Set down exactly the entries below, beginning at their first line and ending at the line with "position:absolute; left:1166px; top:692px;".

----- GIVEN DATA

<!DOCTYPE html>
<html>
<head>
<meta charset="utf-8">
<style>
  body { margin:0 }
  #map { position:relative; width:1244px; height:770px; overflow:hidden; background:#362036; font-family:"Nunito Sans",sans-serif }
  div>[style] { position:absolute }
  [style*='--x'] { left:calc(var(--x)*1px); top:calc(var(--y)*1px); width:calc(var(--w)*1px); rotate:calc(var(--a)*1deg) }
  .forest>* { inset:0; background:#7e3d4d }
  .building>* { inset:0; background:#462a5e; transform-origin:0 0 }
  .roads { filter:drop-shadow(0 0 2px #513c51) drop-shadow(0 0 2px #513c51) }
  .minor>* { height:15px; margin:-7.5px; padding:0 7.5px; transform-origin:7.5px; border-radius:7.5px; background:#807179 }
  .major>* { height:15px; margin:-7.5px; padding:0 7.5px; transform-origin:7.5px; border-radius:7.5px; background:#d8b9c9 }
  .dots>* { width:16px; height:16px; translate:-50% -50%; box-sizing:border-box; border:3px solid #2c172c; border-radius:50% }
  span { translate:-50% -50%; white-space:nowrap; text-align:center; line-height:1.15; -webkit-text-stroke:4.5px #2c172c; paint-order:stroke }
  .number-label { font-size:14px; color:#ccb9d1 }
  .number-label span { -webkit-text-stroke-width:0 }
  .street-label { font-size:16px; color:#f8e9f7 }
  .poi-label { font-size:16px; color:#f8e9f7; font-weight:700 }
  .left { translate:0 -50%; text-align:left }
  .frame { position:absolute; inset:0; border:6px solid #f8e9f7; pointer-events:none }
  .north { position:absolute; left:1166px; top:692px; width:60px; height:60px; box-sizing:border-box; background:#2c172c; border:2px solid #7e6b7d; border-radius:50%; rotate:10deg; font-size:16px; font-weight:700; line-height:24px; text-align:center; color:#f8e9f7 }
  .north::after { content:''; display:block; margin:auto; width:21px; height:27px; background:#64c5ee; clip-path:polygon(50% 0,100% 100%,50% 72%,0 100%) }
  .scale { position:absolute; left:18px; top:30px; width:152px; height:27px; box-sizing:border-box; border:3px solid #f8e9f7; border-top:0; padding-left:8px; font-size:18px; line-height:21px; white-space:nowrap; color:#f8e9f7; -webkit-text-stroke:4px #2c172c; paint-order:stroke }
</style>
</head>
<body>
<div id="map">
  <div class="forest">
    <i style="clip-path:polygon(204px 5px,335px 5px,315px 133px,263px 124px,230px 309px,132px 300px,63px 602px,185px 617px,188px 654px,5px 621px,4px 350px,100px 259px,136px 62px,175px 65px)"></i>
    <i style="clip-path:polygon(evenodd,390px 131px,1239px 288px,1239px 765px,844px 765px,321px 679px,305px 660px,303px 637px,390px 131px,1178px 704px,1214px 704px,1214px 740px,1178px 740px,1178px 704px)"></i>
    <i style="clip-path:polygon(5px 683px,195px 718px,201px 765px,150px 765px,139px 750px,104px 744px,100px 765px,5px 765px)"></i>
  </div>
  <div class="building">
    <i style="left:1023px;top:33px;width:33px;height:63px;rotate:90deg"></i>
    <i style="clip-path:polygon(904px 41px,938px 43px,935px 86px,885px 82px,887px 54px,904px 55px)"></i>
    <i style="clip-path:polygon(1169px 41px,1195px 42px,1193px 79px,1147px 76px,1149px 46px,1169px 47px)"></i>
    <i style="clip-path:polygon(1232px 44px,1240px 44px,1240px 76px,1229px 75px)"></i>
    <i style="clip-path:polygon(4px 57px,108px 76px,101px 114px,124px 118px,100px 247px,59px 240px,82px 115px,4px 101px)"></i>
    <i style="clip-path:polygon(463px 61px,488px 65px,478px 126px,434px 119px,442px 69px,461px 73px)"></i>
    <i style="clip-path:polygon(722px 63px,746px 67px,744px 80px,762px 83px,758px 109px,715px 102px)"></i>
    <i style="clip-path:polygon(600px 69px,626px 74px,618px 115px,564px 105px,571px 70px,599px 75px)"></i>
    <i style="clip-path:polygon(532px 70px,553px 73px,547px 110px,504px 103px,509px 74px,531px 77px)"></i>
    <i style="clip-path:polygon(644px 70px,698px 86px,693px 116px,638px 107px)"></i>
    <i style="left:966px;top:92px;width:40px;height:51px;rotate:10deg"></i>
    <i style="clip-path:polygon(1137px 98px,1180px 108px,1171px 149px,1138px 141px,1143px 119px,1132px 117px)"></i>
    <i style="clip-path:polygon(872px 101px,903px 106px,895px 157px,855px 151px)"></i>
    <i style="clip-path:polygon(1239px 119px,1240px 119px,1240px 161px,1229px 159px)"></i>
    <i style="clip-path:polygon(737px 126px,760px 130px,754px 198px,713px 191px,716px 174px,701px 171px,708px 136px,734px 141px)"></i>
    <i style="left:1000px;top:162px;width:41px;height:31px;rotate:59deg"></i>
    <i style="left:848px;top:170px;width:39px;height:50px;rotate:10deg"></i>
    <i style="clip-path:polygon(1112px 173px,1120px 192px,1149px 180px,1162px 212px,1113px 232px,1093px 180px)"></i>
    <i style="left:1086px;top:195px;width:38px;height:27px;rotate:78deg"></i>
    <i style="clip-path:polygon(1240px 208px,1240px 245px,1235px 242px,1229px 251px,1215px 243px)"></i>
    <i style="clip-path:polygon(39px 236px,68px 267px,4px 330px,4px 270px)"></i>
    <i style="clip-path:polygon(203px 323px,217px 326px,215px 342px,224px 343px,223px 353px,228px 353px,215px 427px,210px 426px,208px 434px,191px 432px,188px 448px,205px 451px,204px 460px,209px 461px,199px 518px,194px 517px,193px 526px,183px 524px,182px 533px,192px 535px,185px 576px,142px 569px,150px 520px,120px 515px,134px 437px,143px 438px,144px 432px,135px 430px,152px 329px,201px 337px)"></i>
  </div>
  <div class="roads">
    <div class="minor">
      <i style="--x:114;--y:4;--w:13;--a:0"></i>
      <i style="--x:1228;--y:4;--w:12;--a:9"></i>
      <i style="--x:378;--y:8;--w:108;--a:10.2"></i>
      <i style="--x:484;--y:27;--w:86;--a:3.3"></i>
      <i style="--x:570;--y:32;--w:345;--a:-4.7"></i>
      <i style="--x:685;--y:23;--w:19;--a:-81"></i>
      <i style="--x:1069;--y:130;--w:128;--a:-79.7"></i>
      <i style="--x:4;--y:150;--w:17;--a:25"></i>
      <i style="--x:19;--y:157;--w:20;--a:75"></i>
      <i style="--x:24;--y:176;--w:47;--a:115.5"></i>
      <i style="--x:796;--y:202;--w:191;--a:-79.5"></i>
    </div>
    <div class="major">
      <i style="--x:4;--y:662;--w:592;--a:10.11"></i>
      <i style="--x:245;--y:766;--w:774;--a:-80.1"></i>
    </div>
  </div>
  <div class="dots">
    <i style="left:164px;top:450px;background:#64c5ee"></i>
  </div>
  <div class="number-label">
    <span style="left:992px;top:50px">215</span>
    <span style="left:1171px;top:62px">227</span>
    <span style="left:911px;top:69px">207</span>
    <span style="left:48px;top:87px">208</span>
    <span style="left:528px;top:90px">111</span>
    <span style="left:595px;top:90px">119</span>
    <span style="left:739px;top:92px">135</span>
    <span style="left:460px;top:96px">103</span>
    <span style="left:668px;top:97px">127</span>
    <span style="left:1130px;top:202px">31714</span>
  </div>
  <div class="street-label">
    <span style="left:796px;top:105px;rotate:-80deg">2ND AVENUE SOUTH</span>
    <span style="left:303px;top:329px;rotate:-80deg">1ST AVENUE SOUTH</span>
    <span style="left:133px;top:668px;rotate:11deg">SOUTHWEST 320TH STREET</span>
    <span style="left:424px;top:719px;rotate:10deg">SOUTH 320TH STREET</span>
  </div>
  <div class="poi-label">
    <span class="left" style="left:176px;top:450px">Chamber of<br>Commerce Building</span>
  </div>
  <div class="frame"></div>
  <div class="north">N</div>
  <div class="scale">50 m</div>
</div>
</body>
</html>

----------

# REPLY TO THE TASK
<!DOCTYPE html>
<html>
<head>
<meta charset="utf-8">
<style>
  body { margin:0 }
  #map { position:relative; width:1244px; height:770px; overflow:hidden; background:#362036; font-family:"Nunito Sans",sans-serif }
  div>[style] { position:absolute }
  [style*='--x'] { left:calc(var(--x)*1px); top:calc(var(--y)*1px); width:calc(var(--w)*1px); rotate:calc(var(--a)*1deg) }
  .forest>* { inset:0; background:#7e3d4d }
  .building>* { inset:0; background:#462a5e; transform-origin:0 0 }
  .roads { filter:drop-shadow(0 0 2px #513c51) drop-shadow(0 0 2px #513c51) }
  .minor>* { height:15px; margin:-7.5px; padding:0 7.5px; transform-origin:7.5px; border-radius:7.5px; background:#807179 }
  .major>* { height:15px; margin:-7.5px; padding:0 7.5px; transform-origin:7.5px; border-radius:7.5px; background:#d8b9c9 }
  .dots>* { width:16px; height:16px; translate:-50% -50%; box-sizing:border-box; border:3px solid #2c172c; border-radius:50% }
  span { translate:-50% -50%; white-space:nowrap; text-align:center; line-height:1.15; -webkit-text-stroke:4.5px #2c172c; paint-order:stroke }
  .number-label { font-size:14px; color:#ccb9d1 }
  .number-label span { -webkit-text-stroke-width:0 }
  .street-label { font-size:16px; color:#f8e9f7 }
  .poi-label { font-size:16px; color:#f8e9f7; font-weight:700 }
  .left { translate:0 -50%; text-align:left }
  .frame { position:absolute; inset:0; border:6px solid #f8e9f7; pointer-events:none }
  .north { position:absolute; left:1166px; top:692px; width:60px; height:60px; box-sizing:border-box; background:#2c172c; border:2px solid #7e6b7d; border-radius:50%; rotate:10deg; font-size:16px; font-weight:700; line-height:24px; text-align:center; color:#f8e9f7 }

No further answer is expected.